On Tue, 01 Nov 2005 15:55:21 -0500, Bill Schwab
wrote:

Hello all,

I need to make a hole for a D-shell connector in a plastic box, approx
6x3x2 inches. It is at least simlar to Radio Shack cataglog number
270-1803 (you can search for that number on www.radioshack.com in case
you want see what I have in mind), and I need to put the trapezoidal
hole in one of the ends.

Any thoughts on clamping the box such that the end suspended above the
table of a mill-drill is well supported? I suppose I could simply clamp
it in the vice, but that seems less than optimal.

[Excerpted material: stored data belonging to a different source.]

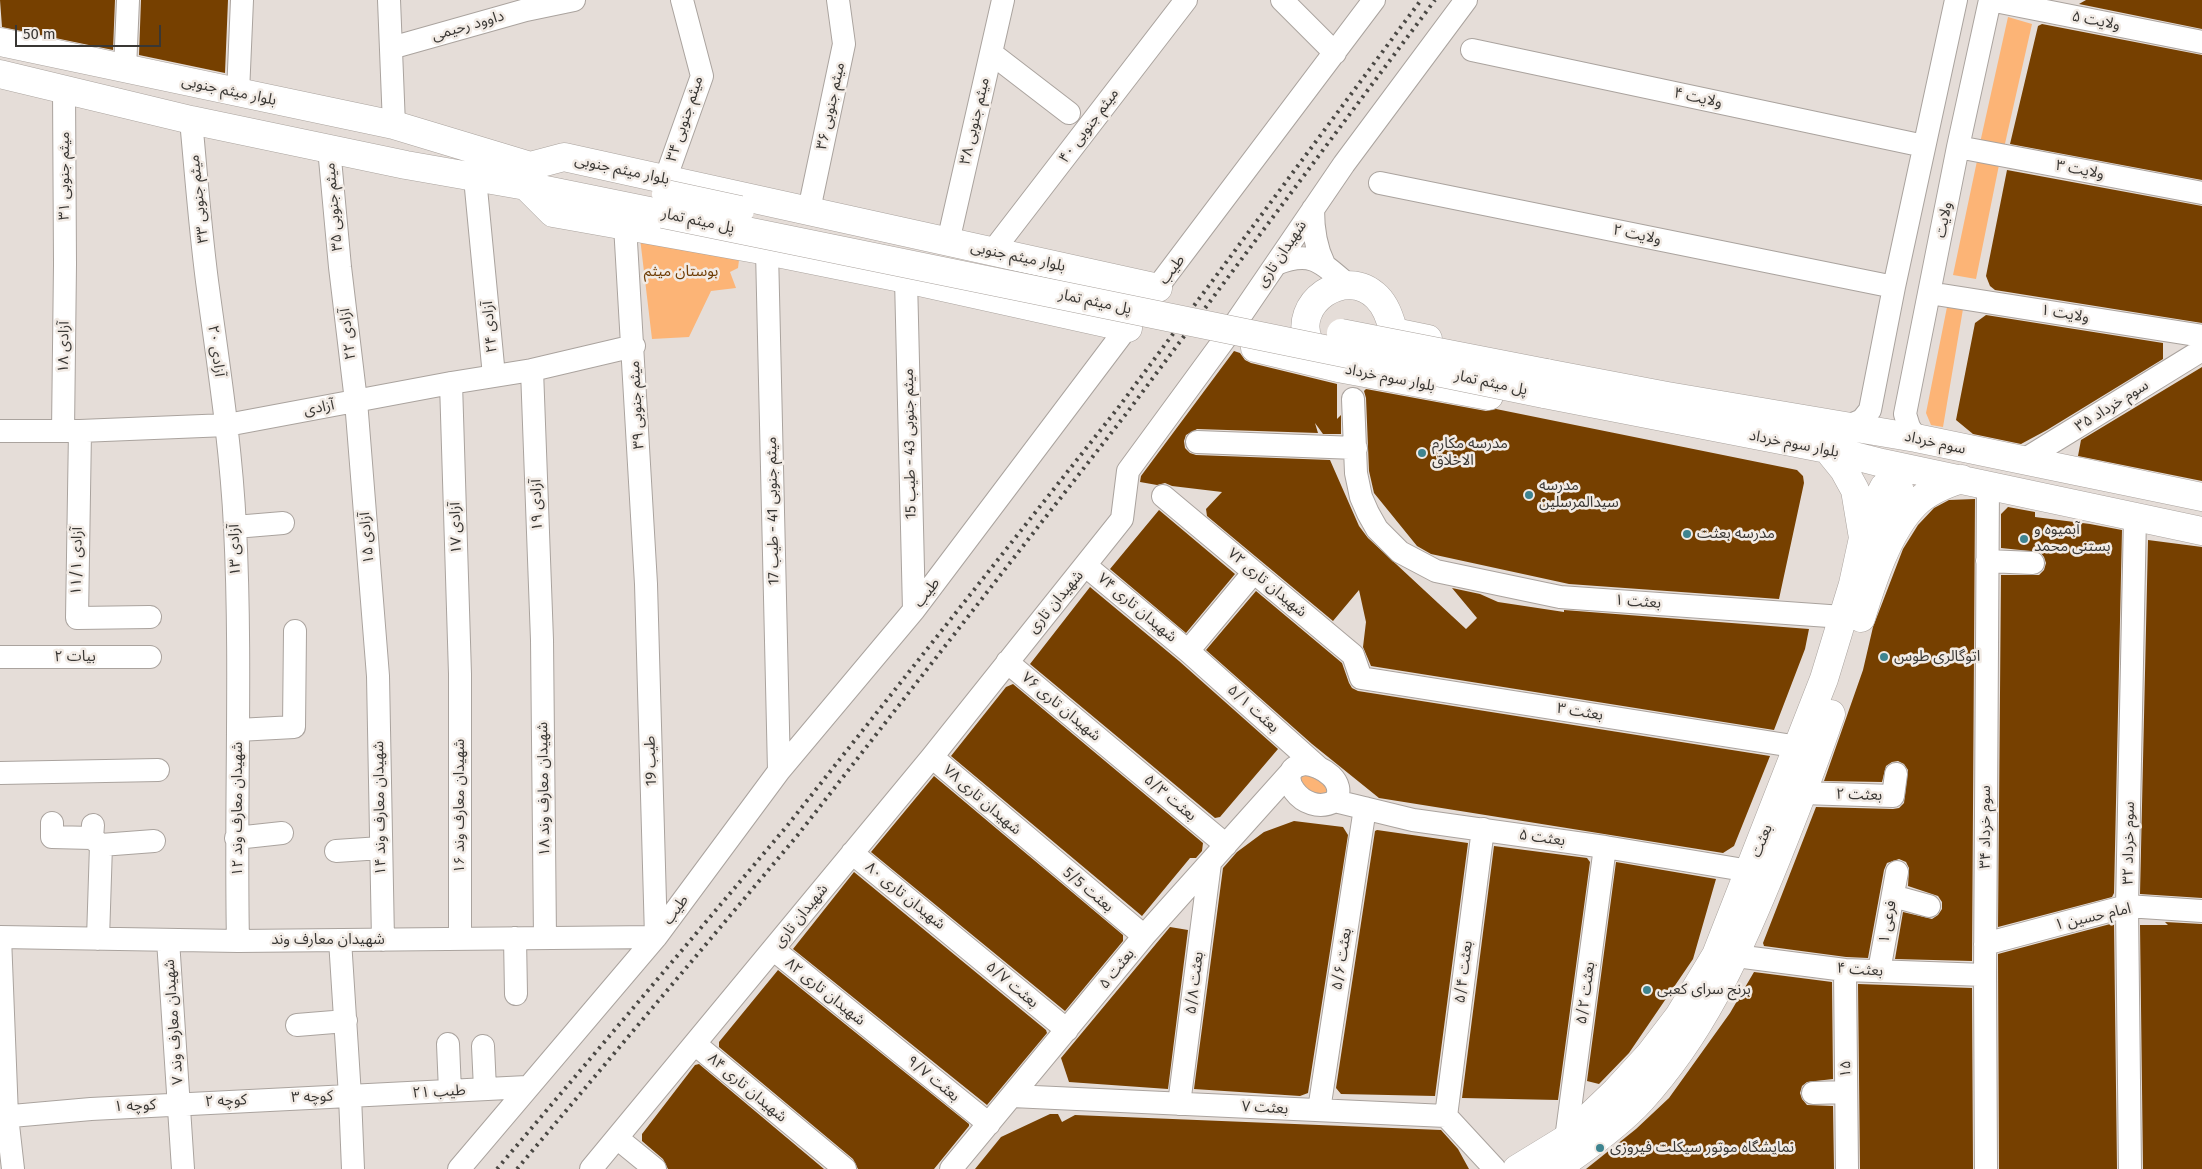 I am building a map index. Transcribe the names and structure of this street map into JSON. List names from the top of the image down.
{
  "streets": {
    "main road": [
      "بلوار میثم جنوبی",
      "پل میثم تمار",
      "بلوار سوم خرداد",
      "سوم خرداد",
      "بعثت"
    ],
    "street": [
      "ولایت ۵",
      "داوود رحیمی",
      "ولایت ۴",
      "میثم جنوبی ۳۶",
      "میثم جنوبی ۳۴",
      "میثم جنوبی ۳۸",
      "میثم جنوبی ۴۰",
      "ولایت ۳",
      "میثم جنوبی ۳۱",
      "میثم جنوبی ۳۳",
      "میثم جنوبی ۳۵",
      "ولایت",
      "ولایت ۲",
      "شهیدان تاری",
      "طیب",
      "ولایت ۱",
      "آزادی ۲۴",
      "آزادی ۲۲",
      "آزادی ۱۸",
      "آزادی ۲۰",
      "میثم جنوبی ۳۹",
      "سوم خرداد ۳۵",
      "آزادی",
      "میثم جنوبی 43 - طیب 15",
      "آزادی ۱۹",
      "میثم جنوبی 41 - طیب 17",
      "آزادی ۱۷",
      "آزادی ۱۵",
      "آزادی ۱۳",
      "آزادی ۱۱/۱",
      "شهیدان تاری ۷۲",
      "بعثت ۱",
      "شهیدان تاری ۷۴",
      "بیات ۲",
      "شهیدان تاری ۷۶",
      "بعثت ۵/۱",
      "بعثت ۳",
      "طیب 19",
      "شهیدان معارف وند ۱۸",
      "بعثت ۲",
      "بعثت ۵/۳",
      "شهیدان تاری ۷۸",
      "شهیدان معارف وند ۱۶",
      "شهیدان معارف وند ۱۴",
      "شهیدان معارف وند ۱۲",
      "سوم خرداد ۳۴",
      "بعثت ۵",
      "سوم خرداد ۳۲",
      "بعثت 5/5",
      "شهیدان تاری ۸۰",
      "امام حسین ۱",
      "فرعی ۱",
      "شهیدان معارف وند",
      "بعثت ۵/۶",
      "بعثت ۴",
      "بعثت ۵/۴",
      "بعثت ۵/۸",
      "بعثت ۵/۷",
      "شهیدان تاری ۸۲",
      "بعثت ۵/۲",
      "شهیدان معارف وند ۷",
      "۱۵",
      "بعثت ۹/۷",
      "شهیدان تاری ۸۴",
      "طیب ۲‍۱",
      "کوچه ۳",
      "کوچه ۲",
      "کوچه ۱",
      "بعثت ۷"
    ]
  },
  "crossings": [
    ["ولایت ۵", "ولایت"],
    ["بلوار میثم جنوبی", "میثم جنوبی ۳۶"],
    ["بلوار میثم جنوبی", "میثم جنوبی ۳۴"],
    ["بلوار میثم جنوبی", "میثم جنوبی ۳۸"],
    ["بلوار میثم جنوبی", "میثم جنوبی ۴۰"],
    ["بلوار میثم جنوبی", "پل میثم تمار"],
    ["بلوار میثم جنوبی", "طیب"],
    ["بلوار میثم جنوبی", "میثم جنوبی ۳۹"],
    ["بلوار میثم جنوبی", "میثم جنوبی 43 - طیب 15"],
    ["بلوار میثم جنوبی", "میثم جنوبی 41 - طیب 17"],
    ["میثم جنوبی ۳۴", "پل میثم تمار"],
    ["ولایت ۳", "ولایت"],
    ["میثم جنوبی ۳۱", "آزادی ۱۸"],
    ["میثم جنوبی ۳۳", "آزادی ۲۰"],
    ["میثم جنوبی ۳۵", "آزادی ۲۲"],
    ["ولایت", "ولایت ۱"],
    ["پل میثم تمار", "بلوار سوم خرداد"],
    ["پل میثم تمار", "سوم خرداد"],
    ["شهیدان تاری", "بلوار سوم خرداد"],
    ["شهیدان تاری", "شهیدان تاری ۷۴"],
    ["شهیدان تاری", "شهیدان تاری ۷۶"],
    ["شهیدان تاری", "شهیدان تاری ۷۸"],
    ["شهیدان تاری", "شهیدان تاری ۸۰"],
    ["شهیدان تاری", "شهیدان تاری ۸۲"],
    ["شهیدان تاری", "شهیدان تاری ۸۴"],
    ["طیب", "میثم جنوبی 43 - طیب 15"],
    ["طیب", "میثم جنوبی 41 - طیب 17"],
    ["طیب", "طیب 19"],
    ["طیب", "شهیدان معارف وند"],
    ["طیب", "طیب ۲‍۱"],
    ["آزادی ۲۴", "آزادی"],
    ["آزادی ۲۲", "آزادی"],
    ["آزادی ۲۲", "آزادی ۱۵"],
    ["آزادی ۱۸", "آزادی"],
    ["آزادی ۱۸", "آزادی ۱۱/۱"],
    ["آزادی ۲۰", "آزادی"],
    ["آزادی ۲۰", "آزادی ۱۳"],
    ["بلوار سوم خرداد", "سوم خرداد"],
    ["بلوار سوم خرداد", "بعثت"],
    ["میثم جنوبی ۳۹", "آزادی"],
    ["میثم جنوبی ۳۹", "طیب 19"],
    ["سوم خرداد ۳۵", "سوم خرداد"],
    ["آزادی", "آزادی ۱۹"],
    ["آزادی", "آزادی ۱۷"],
    ["آزادی", "آزادی ۱۵"],
    ["آزادی", "آزادی ۱۳"],
    ["آزادی", "آزادی ۱۱/۱"],
    ["سوم خرداد", "سوم خرداد ۳۴"],
    ["سوم خرداد", "بعثت"],
    ["سوم خرداد", "سوم خرداد ۳۲"],
    ["آزادی ۱۹", "شهیدان معارف وند ۱۸"],
    ["آزادی ۱۷", "شهیدان معارف وند ۱۶"],
    ["آزادی ۱۵", "شهیدان معارف وند ۱۴"],
    ["آزادی ۱۳", "شهیدان معارف وند ۱۲"],
    ["شهیدان تاری ۷۲", "بعثت ۳"],
    ["بعثت ۱", "بعثت"],
    ["شهیدان تاری ۷۴", "بعثت ۵/۱"],
    ["شهیدان تاری ۷۶", "بعثت ۵/۳"],
    ["بعثت ۵/۱", "بعثت ۵"],
    ["بعثت ۳", "بعثت"],
    ["طیب 19", "شهیدان معارف وند"],
    ["شهیدان معارف وند ۱۸", "شهیدان معارف وند"],
    ["بعثت ۲", "بعثت"],
    ["بعثت ۵/۳", "بعثت ۵"],
    ["شهیدان تاری ۷۸", "بعثت 5/5"],
    ["شهیدان معارف وند ۱۶", "شهیدان معارف وند"],
    ["شهیدان معارف وند ۱۴", "شهیدان معارف وند"],
    ["شهیدان معارف وند ۱۲", "شهیدان معارف وند"],
    ["سوم خرداد ۳۴", "بعثت"],
    ["سوم خرداد ۳۴", "امام حسین ۱"],
    ["سوم خرداد ۳۴", "بعثت ۴"],
    ["بعثت ۵", "بعثت"],
    ["بعثت ۵", "بعثت 5/5"],
    ["بعثت ۵", "بعثت ۵/۶"],
    ["بعثت ۵", "بعثت ۵/۴"],
    ["بعثت ۵", "بعثت ۵/۸"],
    ["بعثت ۵", "بعثت ۵/۷"],
    ["بعثت ۵", "بعثت ۵/۲"],
    ["بعثت ۵", "بعثت ۹/۷"],
    ["بعثت ۵", "بعثت ۷"],
    ["بعثت", "بعثت ۴"],
    ["بعثت", "بعثت ۵/۲"],
    ["سوم خرداد ۳۲", "امام حسین ۱"],
    ["شهیدان تاری ۸۰", "بعثت ۵/۷"],
    ["فرعی ۱", "بعثت ۴"],
    ["شهیدان معارف وند", "شهیدان معارف وند ۷"],
    ["بعثت ۵/۶", "بعثت ۷"],
    ["بعثت ۴", "۱۵"],
    ["بعثت ۵/۴", "بعثت ۷"],
    ["بعثت ۵/۸", "بعثت ۷"],
    ["شهیدان تاری ۸۲", "بعثت ۹/۷"],
    ["شهیدان معارف وند ۷", "کوچه ۲"],
    ["شهیدان معارف وند ۷", "کوچه ۱"],
    ["طیب ۲‍۱", "کوچه ۳"],
    ["کوچه ۳", "کوچه ۲"],
    ["کوچه ۲", "کوچه ۱"]
  ],
  "parks": ["بوستان میثم"],
  "places": [
    "مدرسه مکارم الاخلاق",
    "مدرسه سیدالمرسلین",
    "مدرسه بعثت",
    "آبمیوه و بستنی محمد",
    "اتوگالری طوس",
    "برنج سرای کعبی",
    "نمایشگاه موتور سیکلت فیروزی"
  ],
  "scale_bar": "50 m"
}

There are punches for making D-shell holes, but the last I looked, each
size cost almost half what I paid for my mill (minus tooling, freight,
etc. g).

Obviously, once I clamp the box, I will have the joys of trying to
machine something that has non-orthogonal sides. One approach would be
to put the rotary base back on my vice. I could make a jig of some
sort, or simply get the corners right and fake the non-parallel edges.
Given that I have previously done this by hand with a dremel, it need
not be perfect. With that said, suggestions for doing it correctly will
be cheerfully read and quite possible used.

Bill



Hey Bill,

Yep, pretty tough to work on a plastic thingy at some distance above
the chuck jaws, if I read you right. I think I would forget the vise
altogether.
1. I'd start with a decent size hunk of scrap 3/4" plywood, maybe
about 6" wide by 8" long or so (width to suit Step 4.)
2. Screw a block of 2 X 2 X the-inside-width-of-the-box, on the
face of the ply crossways at one end.
3. Bore out a couple of 1" holes just below the 2X2 to allow 3"
C-clamps a reach in and so the C-clamp can sit on the "bottom" of the
2X2 (in Step 5.)
4. Allowing for the C-clamps, fasten the ply (more C-clamps??) to an
angle bracket on the mill table, with the 2X2 up and away from the
angle plate and parallel to the mill table.
5. Clamp the end of the box to be cut onto the 2X2 with C-clamps.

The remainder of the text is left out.